# WORK ITEM:
Begin at the line containing "Nicolae Iorga</p></div><em>30 m</em></li>" in the data below and go on through the line containing "6 2 6-2v14l-6", repeating each line exactly; include both ends and no other line.

# Stored dataset items:
┌──

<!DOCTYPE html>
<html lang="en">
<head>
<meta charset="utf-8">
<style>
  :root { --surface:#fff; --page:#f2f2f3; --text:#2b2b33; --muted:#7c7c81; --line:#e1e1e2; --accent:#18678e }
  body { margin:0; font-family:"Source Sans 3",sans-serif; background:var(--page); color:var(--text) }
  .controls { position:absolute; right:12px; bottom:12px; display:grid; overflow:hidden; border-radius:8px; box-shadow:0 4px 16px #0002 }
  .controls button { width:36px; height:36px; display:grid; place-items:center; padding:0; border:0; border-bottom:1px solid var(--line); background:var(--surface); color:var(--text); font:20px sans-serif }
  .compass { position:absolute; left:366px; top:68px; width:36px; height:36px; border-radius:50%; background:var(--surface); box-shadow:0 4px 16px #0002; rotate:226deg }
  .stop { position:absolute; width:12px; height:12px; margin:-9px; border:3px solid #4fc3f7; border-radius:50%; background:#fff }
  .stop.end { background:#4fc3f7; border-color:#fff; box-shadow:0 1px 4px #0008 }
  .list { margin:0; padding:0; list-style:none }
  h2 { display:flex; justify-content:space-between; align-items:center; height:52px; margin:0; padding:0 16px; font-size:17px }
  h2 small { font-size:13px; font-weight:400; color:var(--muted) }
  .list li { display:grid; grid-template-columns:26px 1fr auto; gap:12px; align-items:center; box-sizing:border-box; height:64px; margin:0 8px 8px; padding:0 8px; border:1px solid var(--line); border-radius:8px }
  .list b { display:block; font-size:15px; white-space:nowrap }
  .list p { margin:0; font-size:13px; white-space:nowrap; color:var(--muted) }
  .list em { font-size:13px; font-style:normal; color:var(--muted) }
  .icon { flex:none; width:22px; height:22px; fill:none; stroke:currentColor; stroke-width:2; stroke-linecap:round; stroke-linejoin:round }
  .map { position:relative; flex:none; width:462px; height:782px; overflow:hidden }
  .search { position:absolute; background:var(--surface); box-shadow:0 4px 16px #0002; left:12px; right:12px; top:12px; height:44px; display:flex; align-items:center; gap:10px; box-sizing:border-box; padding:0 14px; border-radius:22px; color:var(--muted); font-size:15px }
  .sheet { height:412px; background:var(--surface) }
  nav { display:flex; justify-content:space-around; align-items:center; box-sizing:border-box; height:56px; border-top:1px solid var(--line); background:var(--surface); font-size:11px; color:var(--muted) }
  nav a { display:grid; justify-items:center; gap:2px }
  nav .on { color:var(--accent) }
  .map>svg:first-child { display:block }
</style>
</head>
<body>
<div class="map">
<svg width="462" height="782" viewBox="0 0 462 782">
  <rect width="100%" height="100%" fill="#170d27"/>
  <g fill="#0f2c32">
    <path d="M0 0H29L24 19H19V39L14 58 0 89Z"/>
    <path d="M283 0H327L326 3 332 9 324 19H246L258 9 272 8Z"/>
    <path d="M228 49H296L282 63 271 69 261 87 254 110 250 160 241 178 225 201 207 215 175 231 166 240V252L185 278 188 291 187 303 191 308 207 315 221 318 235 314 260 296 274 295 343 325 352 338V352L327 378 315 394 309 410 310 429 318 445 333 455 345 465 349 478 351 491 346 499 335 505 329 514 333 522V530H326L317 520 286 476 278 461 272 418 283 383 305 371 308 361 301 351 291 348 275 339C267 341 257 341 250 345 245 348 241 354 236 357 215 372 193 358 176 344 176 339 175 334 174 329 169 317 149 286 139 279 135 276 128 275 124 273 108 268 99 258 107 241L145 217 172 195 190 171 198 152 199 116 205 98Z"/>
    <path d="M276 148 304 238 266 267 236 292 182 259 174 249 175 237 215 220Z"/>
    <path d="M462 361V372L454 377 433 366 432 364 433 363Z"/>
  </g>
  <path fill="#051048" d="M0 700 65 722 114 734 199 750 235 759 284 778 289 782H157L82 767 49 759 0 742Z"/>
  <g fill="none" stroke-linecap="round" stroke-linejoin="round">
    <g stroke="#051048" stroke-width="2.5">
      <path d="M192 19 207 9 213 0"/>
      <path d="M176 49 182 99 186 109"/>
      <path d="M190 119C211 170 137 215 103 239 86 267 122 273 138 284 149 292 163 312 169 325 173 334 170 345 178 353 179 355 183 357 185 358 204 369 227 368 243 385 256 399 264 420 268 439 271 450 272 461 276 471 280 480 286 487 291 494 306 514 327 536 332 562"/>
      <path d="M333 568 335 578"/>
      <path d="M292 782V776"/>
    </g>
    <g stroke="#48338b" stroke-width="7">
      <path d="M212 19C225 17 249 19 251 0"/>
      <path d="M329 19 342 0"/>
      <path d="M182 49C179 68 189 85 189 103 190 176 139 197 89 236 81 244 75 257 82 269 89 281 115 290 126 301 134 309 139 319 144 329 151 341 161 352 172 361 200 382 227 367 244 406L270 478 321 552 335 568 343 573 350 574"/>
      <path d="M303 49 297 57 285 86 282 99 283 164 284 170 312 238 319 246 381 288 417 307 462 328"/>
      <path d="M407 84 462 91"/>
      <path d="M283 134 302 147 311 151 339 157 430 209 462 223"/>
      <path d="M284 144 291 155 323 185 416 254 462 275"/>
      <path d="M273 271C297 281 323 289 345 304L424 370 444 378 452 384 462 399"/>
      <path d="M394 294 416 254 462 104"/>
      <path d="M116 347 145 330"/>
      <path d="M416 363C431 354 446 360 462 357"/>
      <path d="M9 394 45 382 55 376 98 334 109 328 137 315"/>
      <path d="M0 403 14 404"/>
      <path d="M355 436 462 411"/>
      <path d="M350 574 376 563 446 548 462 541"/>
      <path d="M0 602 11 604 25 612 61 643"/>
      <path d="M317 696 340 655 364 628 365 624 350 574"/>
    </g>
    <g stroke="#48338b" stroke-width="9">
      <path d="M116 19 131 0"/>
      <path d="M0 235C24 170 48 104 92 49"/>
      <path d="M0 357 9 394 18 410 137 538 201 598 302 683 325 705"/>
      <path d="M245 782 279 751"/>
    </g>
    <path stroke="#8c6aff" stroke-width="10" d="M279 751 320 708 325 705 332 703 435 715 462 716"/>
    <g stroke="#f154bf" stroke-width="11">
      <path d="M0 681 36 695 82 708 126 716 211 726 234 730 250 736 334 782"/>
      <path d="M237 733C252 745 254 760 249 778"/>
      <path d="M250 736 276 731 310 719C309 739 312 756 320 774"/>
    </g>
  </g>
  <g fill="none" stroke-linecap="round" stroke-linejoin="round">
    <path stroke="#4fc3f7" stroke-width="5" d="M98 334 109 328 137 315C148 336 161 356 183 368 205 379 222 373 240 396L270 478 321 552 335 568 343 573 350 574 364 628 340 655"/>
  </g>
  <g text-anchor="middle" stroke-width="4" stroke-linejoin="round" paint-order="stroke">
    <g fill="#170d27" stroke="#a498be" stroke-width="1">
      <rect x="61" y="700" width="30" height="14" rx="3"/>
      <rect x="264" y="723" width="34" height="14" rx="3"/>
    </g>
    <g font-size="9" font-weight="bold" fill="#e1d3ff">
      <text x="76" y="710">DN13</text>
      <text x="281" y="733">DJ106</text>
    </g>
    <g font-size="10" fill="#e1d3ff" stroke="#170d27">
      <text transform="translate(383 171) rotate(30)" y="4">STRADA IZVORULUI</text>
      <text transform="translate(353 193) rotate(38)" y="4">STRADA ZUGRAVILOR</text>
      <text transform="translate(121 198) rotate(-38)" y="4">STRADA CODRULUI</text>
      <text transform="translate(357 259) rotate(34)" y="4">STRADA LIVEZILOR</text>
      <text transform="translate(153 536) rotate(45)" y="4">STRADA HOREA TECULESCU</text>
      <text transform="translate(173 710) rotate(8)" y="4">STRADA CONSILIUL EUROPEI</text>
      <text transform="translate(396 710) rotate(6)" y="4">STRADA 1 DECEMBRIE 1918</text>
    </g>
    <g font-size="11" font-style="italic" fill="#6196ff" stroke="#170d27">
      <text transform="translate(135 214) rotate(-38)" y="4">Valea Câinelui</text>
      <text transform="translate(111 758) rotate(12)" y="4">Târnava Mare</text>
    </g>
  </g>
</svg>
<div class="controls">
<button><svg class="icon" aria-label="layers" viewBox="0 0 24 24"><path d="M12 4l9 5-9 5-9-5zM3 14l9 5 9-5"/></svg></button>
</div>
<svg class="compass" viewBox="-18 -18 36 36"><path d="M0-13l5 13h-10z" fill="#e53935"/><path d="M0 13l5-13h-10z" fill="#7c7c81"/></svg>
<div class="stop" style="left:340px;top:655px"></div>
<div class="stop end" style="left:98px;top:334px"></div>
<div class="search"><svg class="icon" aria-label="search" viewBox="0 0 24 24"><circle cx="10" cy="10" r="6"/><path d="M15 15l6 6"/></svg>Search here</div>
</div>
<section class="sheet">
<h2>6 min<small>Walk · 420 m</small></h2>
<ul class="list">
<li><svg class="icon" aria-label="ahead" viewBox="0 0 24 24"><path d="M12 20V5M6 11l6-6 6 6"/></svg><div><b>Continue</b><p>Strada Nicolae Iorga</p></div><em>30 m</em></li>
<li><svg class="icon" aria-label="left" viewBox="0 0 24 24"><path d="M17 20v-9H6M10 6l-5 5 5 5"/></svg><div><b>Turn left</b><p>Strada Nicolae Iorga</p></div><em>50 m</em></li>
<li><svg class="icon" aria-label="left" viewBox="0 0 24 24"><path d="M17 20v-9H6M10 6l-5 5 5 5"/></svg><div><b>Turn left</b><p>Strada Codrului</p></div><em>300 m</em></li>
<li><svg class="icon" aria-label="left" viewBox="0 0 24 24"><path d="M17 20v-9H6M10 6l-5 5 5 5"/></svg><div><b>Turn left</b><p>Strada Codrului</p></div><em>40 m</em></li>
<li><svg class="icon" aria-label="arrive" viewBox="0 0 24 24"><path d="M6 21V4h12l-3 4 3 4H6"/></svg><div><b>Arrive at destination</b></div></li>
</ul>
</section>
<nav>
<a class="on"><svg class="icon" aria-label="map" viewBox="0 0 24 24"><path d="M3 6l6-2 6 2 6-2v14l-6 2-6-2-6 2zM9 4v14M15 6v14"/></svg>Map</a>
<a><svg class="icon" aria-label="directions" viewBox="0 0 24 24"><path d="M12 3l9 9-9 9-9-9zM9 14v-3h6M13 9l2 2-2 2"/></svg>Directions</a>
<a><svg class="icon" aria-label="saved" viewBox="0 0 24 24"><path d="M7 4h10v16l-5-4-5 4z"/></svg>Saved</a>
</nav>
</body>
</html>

└──

# EXERCISE ANSWER:
<li><svg class="icon" aria-label="ahead" viewBox="0 0 24 24"><path d="M12 20V5M6 11l6-6 6 6"/></svg><div><b>Continue</b><p>Strada Nicolae Iorga</p></div><em>30 m</em></li>
<li><svg class="icon" aria-label="left" viewBox="0 0 24 24"><path d="M17 20v-9H6M10 6l-5 5 5 5"/></svg><div><b>Turn left</b><p>Strada Nicolae Iorga</p></div><em>50 m</em></li>
<li><svg class="icon" aria-label="left" viewBox="0 0 24 24"><path d="M17 20v-9H6M10 6l-5 5 5 5"/></svg><div><b>Turn left</b><p>Strada Codrului</p></div><em>300 m</em></li>
<li><svg class="icon" aria-label="left" viewBox="0 0 24 24"><path d="M17 20v-9H6M10 6l-5 5 5 5"/></svg><div><b>Turn left</b><p>Strada Codrului</p></div><em>40 m</em></li>
<li><svg class="icon" aria-label="arrive" viewBox="0 0 24 24"><path d="M6 21V4h12l-3 4 3 4H6"/></svg><div><b>Arrive at destination</b></div></li>
</ul>
</section>
<nav>
<a class="on"><svg class="icon" aria-label="map" viewBox="0 0 24 24"><path d="M3 6l6-2 6 2 6-2v14l-6 2-6-2-6 2zM9 4v14M15 6v14"/></svg>Map</a>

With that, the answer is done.